DATASET: Begin

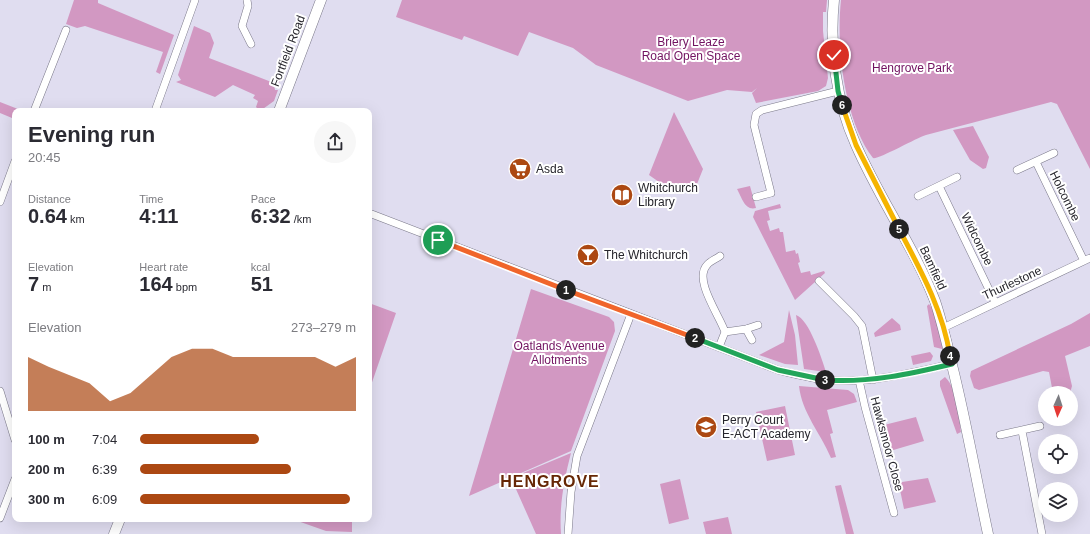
<!DOCTYPE html>
<html lang="en">
<head>
<meta charset="utf-8">
<style>
  body { margin:0; font-family:Arial,sans-serif; background:#f7f7f7; color:#2b2b33; height:100vh; display:flex; flex-direction:column; font-size:15px; white-space:nowrap }
  * { box-sizing:border-box; margin:0 }
  p { font-size:13px; color:#7c7c81 }
  .icon { flex:none; width:22px; height:22px; fill:none; stroke:currentColor; stroke-width:2; stroke-linecap:round; stroke-linejoin:round }
  .map { position:relative; flex:1; overflow:hidden }
  .sheet { position:absolute; left:12px; top:108px; width:360px; height:414px; display:flex; flex-direction:column; background:#fff; border-radius:8px; box-shadow:0 4px 16px #0002 }
  .sheet>* { flex:none }
  .needle { width:26px; rotate:183deg }
  .fabs { position:absolute; left:1038px; top:386px; display:grid; gap:8px }
  .fabs a { display:grid; place-items:center; width:40px; height:40px; border-radius:50%; background:#fff; box-shadow:0 4px 16px #0002; font-size:20px }
  .pin { position:absolute; display:grid; place-items:center; width:34px; height:34px; color:#fff; margin:-17px; border:2px solid #fff; border-radius:50%; box-shadow:0 1px 4px #0007 }
  .km { position:absolute; width:20px; height:20px; margin:-10px; border-radius:50%; background:#222; color:#fff; font-size:11px; line-height:20px; text-align:center }
  .round { display:grid; place-items:center; flex:none; width:42px; height:42px; border-radius:21px; background:#f7f7f7 }
  .headline { display:flex; align-items:center; justify-content:space-between; height:68px; padding:0 16px }
  h1 { font-size:22px; font-weight:800; line-height:30px }
  .metrics { display:grid; grid-template-columns:repeat(3,1fr); gap:6px; height:68px; padding:4px 16px }
  .metrics div { display:grid; align-content:center }
  .metrics b { font-size:20px; font-weight:800 }
  .metrics small { font-size:11px; font-weight:400 }
  .metrics p { font-size:11px }
  .chart { height:112px; padding:8px 16px }
  .chart p { display:flex; justify-content:space-between }
  .chart svg { width:100%; height:72px; margin-top:4px; fill:#ac4812; opacity:.7 }
  ul { padding:0 16px; list-style:none; font-size:13px }
  li { display:grid; grid-template-columns:64px 48px 1fr; align-items:center; height:30px }
  li i { height:10px; border-radius:5px; background:#ac4812 }
  .map>svg:first-child { display:block }
  .green { fill:#d298c2 }
  .lines { fill:none; stroke-linecap:round; stroke-linejoin:round }
  .street-casing { stroke:#7a7889; stroke-width:8 }
  .secondary-casing { stroke:#7a7889; stroke-width:11 }
  .street { stroke:#fff; stroke-width:7 }
  .secondary { stroke:#fff; stroke-width:10 }
  .split-1-casing { stroke:#fff; stroke-width:8 }
  .split-2-casing { stroke:#fff; stroke-width:8 }
  .split-3-casing { stroke:#fff; stroke-width:8 }
  .split-4-casing { stroke:#fff; stroke-width:8 }
  .split-5-casing { stroke:#fff; stroke-width:8 }
  .split-6-casing { stroke:#fff; stroke-width:8 }
  .split-7-casing { stroke:#fff; stroke-width:8 }
  .split-1 { stroke:#f0652b; stroke-width:5 }
  .split-2 { stroke:#f0652b; stroke-width:5 }
  .split-3 { stroke:#22a559; stroke-width:5 }
  .split-4 { stroke:#22a559; stroke-width:5 }
  .split-5 { stroke:#f5b400; stroke-width:5 }
  .split-6 { stroke:#f5b400; stroke-width:5 }
  .split-7 { stroke:#22a559; stroke-width:5 }
  .labels { text-anchor:middle; stroke-width:4; stroke-linejoin:round; paint-order:stroke }
  .park-label { font-size:12px; fill:#721361; stroke:#fff }
  .street-label { font-size:12px; fill:#26252c; stroke:#fff }
  .poi-label { font-size:12px; fill:#26252c; stroke:#fff; text-anchor:start }
  .district-label { font-size:16px; font-weight:bold; letter-spacing:1px; fill:#662705; stroke:#fff }
</style>
</head>
<body>
<div class="map">
<svg width="1090" height="534" viewBox="0 0 1090 534">
  <rect width="100%" height="100%" fill="#e0ddf0"/>
  <path class="green" d="M74 0H98V3L174 35 160 74 156 72 163 52 85 26 77 28 66 24Z
    M402 0H827L826 12H823V31L828 78 826 86 818 91 756 103 752 93 757 88 752 92 727 90 688 101 596 65 573 48 529 32 518 56 464 36 462 40 396 17Z
    M841 0H1090V169L1057 104 1051 102 926 135C916 138 878 160 873 158 844 120 836 47 841 0Z
    M194 26 210 33 214 43 209 58 274 83 275 80H278L279 76 282 77 280 82 274 85 275 90H278L274 101 260 111 256 107 258 101 253 98 255 95 233 85 215 97 176 82 181 80 178 75Z
    M0 102 23 111H15V117L12 116V118L0 113Z
    M674 112 703 169 693 194 659 182 649 175Z
    M973 126 989 157 986 168 983 169 970 160 953 130Z
    M750 186 756 208C745 211 742 198 737 189Z
    M780 204 781 208 768 211 770 220 767 221 770 231 779 228 780 232H783L786 252 795 250 796 254 798 253 800 262 798 263 801 273 810 271 811 275 824 271 825 273 795 300 753 217 755 211Z
    M531 289 609 317 614 322 615 331 571 451 469 496Z
    M369 303 396 313 369 391Z
    M929 304C936 313 944 337 942 349L934 347 927 306Z
    M789 310 795 335 798 365 785 364 759 355 784 342Z
    M1090 313V346L1065 356 1072 386 1070 393H1053L1049 372 1043 371 979 390 974 388 970 376 971 371 1071 324Z
    M796 315C809 319 822 359 826 372L804 369Z
    M892 318 900 325 901 330 875 337 874 333Z
    M930 352 933 356 931 361 913 365 911 356Z
    M945 377C958 389 959 416 961 432L957 434 940 386V381Z
    M799 386 848 390 854 394 857 402 827 410 833 433 830 434 836 457 831 458C820 432 802 413 799 386Z
    M785 406 795 455 767 461 756 412Z
    M916 417 924 441 890 451 883 428 884 425Z
    M571 453C564 480 559 506 561 534H536L511 478Z
    M928 478 936 502 904 509 899 485 902 482Z
    M680 479 689 519 669 524 660 484Z
    M841 485 854 534H846L835 486Z
    M728 517 732 534H706L703 522Z
    M292 519H352V532L326 531Z"/>
  <g class="lines">
    <g class="street-casing">
      <path id="street" d="M247 0 248 6 242 26 251 44
        M34 111 66 30
        M155 111 195 0
        M1036 162 1084 261
        M1017 170 1054 153
        M939 186 995 302
        M918 196 957 177
        M756 197 771 193 754 125 756 114 762 110 838 91
        M0 202 15 161
        M369 213 778 370C794 374 810 378 826 380 869 384 910 373 952 364
        M819 281 854 316 862 326 873 380
        M943 328 1090 258
        M746 329 752 340
        M725 332 746 329 758 325
        M719 347 725 332C720 316 693 280 707 265 710 261 716 259 720 256
        M859 380 865 407 894 513
        M0 391 15 440
        M1022 431 1042 534
        M1000 435 1040 426
        M0 518 15 479
        M568 534 571 492 577 456 631 314"/>
    </g>
    <g class="secondary-casing">
      <path id="secondary" d="M834 0C829 48 836 101 856 145 879 198 914 247 935 301 942 322 947 344 952 365 966 421 976 478 988 534
        M279 111 321 0
        M114 534 120 519"/>
    </g>
    <use href="#street" class="street"/>
    <use href="#secondary" class="secondary"/>
  </g>
  <g class="lines">
    <g class="split-1-casing">
      <path id="split-1" d="M438 240 566 290"/>
    </g>
    <g class="split-2-casing">
      <path id="split-2" d="M566 290 695 338"/>
    </g>
    <g class="split-3-casing">
      <path id="split-3" d="M695 338 778 370 825 380"/>
    </g>
    <g class="split-4-casing">
      <path id="split-4" d="M825 380C869 383 910 374 952 364L950 356"/>
    </g>
    <g class="split-5-casing">
      <path id="split-5" d="M899 229C920 269 943 310 950 356"/>
    </g>
    <g class="split-6-casing">
      <path id="split-6" d="M842 105 856 145 899 229"/>
    </g>
    <g class="split-7-casing">
      <path id="split-7" d="M834 55 838 91 842 105"/>
    </g>
    <use href="#split-1" class="split-1"/>
    <use href="#split-2" class="split-2"/>
    <use href="#split-3" class="split-3"/>
    <use href="#split-4" class="split-4"/>
    <use href="#split-5" class="split-5"/>
    <use href="#split-6" class="split-6"/>
    <use href="#split-7" class="split-7"/>
  </g>
  <defs>
    <g id="supermarket-disc" transform="scale(1.15)"><circle r="9.5" fill="#ac4812" stroke="#fff"/><path d="M-6-5.5h2.5l.6 2H6L4.5 2H-2.5L-4.4-4H-6ZM-1.5 3.2a1.3 1.3 0 1 0 .1 0ZM3 3.2a1.3 1.3 0 1 0 .1 0Z" fill="#fff"/></g>
    <g id="library-disc" transform="scale(1.15)"><circle r="9.5" fill="#ac4812" stroke="#fff"/><path d="M-6-4Q-3-5.5-.7-3.5V5Q-3 3-6 4ZM6-4Q3-5.5 .7-3.5V5Q3 3 6 4Z" fill="#fff"/></g>
    <g id="bar-disc" transform="scale(1.15)"><circle r="9.5" fill="#ac4812" stroke="#fff"/><path d="M-6-5H6L.8 .8V4.5H3.5V6h-7V4.5H-.8V.8Z" fill="#fff"/></g>
    <g id="school-disc" transform="scale(1.15)"><circle r="9.5" fill="#ac4812" stroke="#fff"/><path d="M0-5L7-2L0 1L-7-2ZM-4 1L0 2.5L4 1V4Q0 6-4 4Z" fill="#fff"/></g>
  </defs>
  <g fill-rule="evenodd">
    <use href="#supermarket-disc" x="520" y="169"/>
    <use href="#library-disc" x="622" y="195"/>
    <use href="#bar-disc" x="588" y="255"/>
    <use href="#school-disc" x="706" y="427"/>
  </g>
  <g class="labels">
    <g class="park-label">
      <text x="691" y="46">Briery Leaze<tspan x="691" dy="14">Road Open Space</tspan></text>
      <text x="912" y="72">Hengrove Park</text>
      <text x="559" y="350">Oatlands Avenue<tspan x="559" dy="14">Allotments</tspan></text>
    </g>
    <g class="street-label">
      <text transform="translate(288 51) rotate(-69)" y="4">Fortfield Road</text>
      <text transform="translate(1065 196) rotate(64)" y="4">Holcombe</text>
      <text transform="translate(977 239) rotate(64)" y="4">Widcombe</text>
      <text transform="translate(933 268) rotate(65)" y="4">Bamfield</text>
      <text transform="translate(1012 283) rotate(-25)" y="4">Thurlestone</text>
      <text transform="translate(887 444) rotate(75)" y="4">Hawksmoor Close</text>
    </g>
    <g class="poi-label">
      <text x="536" y="173">Asda</text>
      <text x="638" y="192">Whitchurch<tspan x="638" dy="14">Library</tspan></text>
      <text x="604" y="259">The Whitchurch</text>
      <text x="722" y="424">Perry Court<tspan x="722" dy="14">E-ACT Academy</tspan></text>
    </g>
    <g class="district-label">
      <text x="550" y="487">HENGROVE</text>
    </g>
  </g>
</svg>
<div class="fabs">
<a><svg class="needle" viewBox="-14 -14 28 28"><path d="M0-13l5 13h-10z" fill="#e53935"/><path d="M0 13l5-13h-10z" fill="#7c7c81"/></svg></a>
<a><svg class="icon" aria-label="locate" viewBox="0 0 24 24"><circle cx="12" cy="12" r="6"/><path d="M12 2v4M12 18v4M2 12h4M18 12h4"/></svg></a>
<a><svg class="icon" aria-label="layers" viewBox="0 0 24 24"><path d="M12 4l9 5-9 5-9-5zM3 14l9 5 9-5"/></svg></a>
</div>
<div class="pin" style="left:438px;top:240px;background:#1e9e55"><svg class="icon" aria-label="arrive" viewBox="0 0 24 24"><path d="M6 21V4h12l-3 4 3 4H6"/></svg></div>
<div class="pin" style="left:834px;top:55px;background:#d93025"><svg class="icon" aria-label="check" viewBox="0 0 24 24"><path d="M5 12l5 5 9-10"/></svg></div>
<b class="km" style="left:566px;top:290px">1</b>
<b class="km" style="left:695px;top:338px">2</b>
<b class="km" style="left:825px;top:380px">3</b>
<b class="km" style="left:950px;top:356px">4</b>
<b class="km" style="left:899px;top:229px">5</b>
<b class="km" style="left:842px;top:105px">6</b>
<section class="sheet">
<div class="headline"><div><h1>Evening run</h1><p>20:45</p></div><a class="round"><svg class="icon" aria-label="share" viewBox="0 0 24 24"><path d="M12 15V3M7 8l5-5 5 5M5 13v7h14v-7"/></svg></a></div>
<div class="metrics">
<div><p>Distance</p><b>0.64<small> km</small></b></div>
<div><p>Time</p><b>4:11</b></div>
<div><p>Pace</p><b>6:32<small> /km</small></b></div>
</div>
<div class="metrics">
<div><p>Elevation</p><b>7<small> m</small></b></div>
<div><p>Heart rate</p><b>164<small> bpm</small></b></div>
<div><p>kcal</p><b>51</b></div>
</div>
<div class="chart"><p><span>Elevation</span>273–279 m</p>
<svg viewBox="0 0 160 44" preserveAspectRatio="none"><path d="M0 44V11L10 17L20 22L30 27L40 38L50 33L60 22L70 11L80 6L90 6L100 11L110 11L120 11L130 11L140 11L150 17L160 11V44z"/></svg>
</div>
<ul>
<li><b>100 m</b>7:04<i style="width:55%"></i></li>
<li><b>200 m</b>6:39<i style="width:70%"></i></li>
<li><b>300 m</b>6:09<i style="width:97%"></i></li>
</ul>
</section>
</div>
</body>
</html>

DATASET: End

All lines above from the one holding "M841 0H1090V169L1057 104" to the one holding "M892 318 900 325 901 330 875 337 874 333Z", inclusive, are to be copied exactly; no other line is wanted.

**ANSWER SECTION**
    M841 0H1090V169L1057 104 1051 102 926 135C916 138 878 160 873 158 844 120 836 47 841 0Z
    M194 26 210 33 214 43 209 58 274 83 275 80H278L279 76 282 77 280 82 274 85 275 90H278L274 101 260 111 256 107 258 101 253 98 255 95 233 85 215 97 176 82 181 80 178 75Z
    M0 102 23 111H15V117L12 116V118L0 113Z
    M674 112 703 169 693 194 659 182 649 175Z
    M973 126 989 157 986 168 983 169 970 160 953 130Z
    M750 186 756 208C745 211 742 198 737 189Z
    M780 204 781 208 768 211 770 220 767 221 770 231 779 228 780 232H783L786 252 795 250 796 254 798 253 800 262 798 263 801 273 810 271 811 275 824 271 825 273 795 300 753 217 755 211Z
    M531 289 609 317 614 322 615 331 571 451 469 496Z
    M369 303 396 313 369 391Z
    M929 304C936 313 944 337 942 349L934 347 927 306Z
    M789 310 795 335 798 365 785 364 759 355 784 342Z
    M1090 313V346L1065 356 1072 386 1070 393H1053L1049 372 1043 371 979 390 974 388 970 376 971 371 1071 324Z
    M796 315C809 319 822 359 826 372L804 369Z
    M892 318 900 325 901 330 875 337 874 333Z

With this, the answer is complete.